President Muhammadu Buhari on Thursday appointed Mr Mele Kolo Kyari as the new Group Managing Director of the Nigerian National Petroleum Corporation, as the oil firm announced that the appointment would take effect from July 8, 2019.

According to the corporation, Kyari will take over from the current GMD of NNPC, Maikanti Baru, who is to retire statutorily on July 7, 2019, at the age of 60.

This came as the Organisation of Petroleum Exporting Countries and the Nigeria Extractive Industries Transparency Initiative commended the government for appointing Kyari, congratulated the new NNPC boss and called for more reforms at the corporation.

NNPC’s Group General Manager, Group Public Affairs, Ndu Ughamadu, said the new GMD, was until his new appointment the corporation’s Group General Manager, Crude Oil Marketing Division.

The oil firm also announced the appointment of six Chief Operating Officers and a Chief Financial Officer.

It further stated that Kyari doubled, since May 13, 2018, as Nigeria’s National Representative to the Organisation of the Petroleum Exporting Countries.

Ughamadu said the NNPC new boss would be bringing to his new appointment, more than 27 years of experience in the various value chains of the petroleum industry.

On the other new appointees, he stated that Mr Roland Onoriode Ewubare, who hails from the South-South region of the country and was appointed Chief Operating Officer, Upstream, was until his new appointment Group General Manager, National Petroleum Investments and Management Services, a corporate services unit of the corporation.

Before his NAPIMS’ appointment, Ewubare was Managing Director of the Integrated Data Services Limited, a seismic data acquisition company of NNPC based in Benin.

The oil firm stated that Mustapha Yinusa Yakubu hails from the North Central region of Nigeria and is newly appointed as Chief Operating Officer, Refining and Petrochemicals.

Until his new appointment he was the Managing Director of National Engineering and Technical Company Limited.

Yusuf Usman hails from the North-East and is Chief Operating Officer, Gas and Power.
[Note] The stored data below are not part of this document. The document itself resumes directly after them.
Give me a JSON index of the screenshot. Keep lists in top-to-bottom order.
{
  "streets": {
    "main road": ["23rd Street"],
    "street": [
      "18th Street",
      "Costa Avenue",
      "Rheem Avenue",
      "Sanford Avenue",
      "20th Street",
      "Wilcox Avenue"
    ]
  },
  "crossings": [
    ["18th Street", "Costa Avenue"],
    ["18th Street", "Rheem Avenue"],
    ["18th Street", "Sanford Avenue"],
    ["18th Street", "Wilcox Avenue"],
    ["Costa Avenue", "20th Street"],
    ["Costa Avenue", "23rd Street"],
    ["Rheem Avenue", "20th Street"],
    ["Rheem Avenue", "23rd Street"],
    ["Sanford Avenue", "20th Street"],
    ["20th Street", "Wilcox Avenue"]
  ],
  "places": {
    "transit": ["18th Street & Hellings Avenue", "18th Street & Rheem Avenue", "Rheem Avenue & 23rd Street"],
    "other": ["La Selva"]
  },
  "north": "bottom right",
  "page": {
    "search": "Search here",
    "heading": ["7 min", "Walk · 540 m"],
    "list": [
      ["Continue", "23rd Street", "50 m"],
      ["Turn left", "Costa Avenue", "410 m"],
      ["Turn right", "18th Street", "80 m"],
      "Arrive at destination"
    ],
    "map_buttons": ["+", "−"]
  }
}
Until his new appointment, Usman was Senior Technical Assistant to the Group Managing Director of the corporation.

Lawrencia Nwadiabuwa Ndupu, from the South-East, is newly appointed as Chief Operating Officer, Ventures. She, until her new appointment was the Group General Manager, NNPC Oil Field Services, established to provide technical services to players in the industry.

Umar Isa Ajiya, from the North-West region, who holds the new position of the Chief Financial Officer, was until his recent appointment, the Managing Director of Petroleum Products Marketing Company of NNPC, a downstream arm of the corporation.

Prior to holding the position as the Managing Director of PPMC, he was the corporation’s Group General Manager, Corporate Planning and Strategy.

Adeyemi Adetunji, who is from the South-West region, holding the new appointment of Chief Operating Officer, Downstream, was until his new appointment the Managing Director of NNPC Retail Limited, a downstream marketing company of NNPC.

Prior to his position as the MD of the downstream marketing company, he was General Manager, Transformation Department, a think-tank unit of the corporation.

Farouk Garba Said, who hails from the North-West and holds the new position of Chief Operating Officer, Corporate Services, was Group General Manager, Engineering and Technology Division of NNPC.

Said would be taking over from the present occupier of the office who retires statutorily on June 28, 2019.

Is the CEO/Founder of Investors King Limited. A proven foreign exchange research analyst and a published author on Yahoo Finance, Businessinsider, Nasdaq, Entrepreneur.com, Investorplace, and many more. He has over two decades of experience in global financial markets.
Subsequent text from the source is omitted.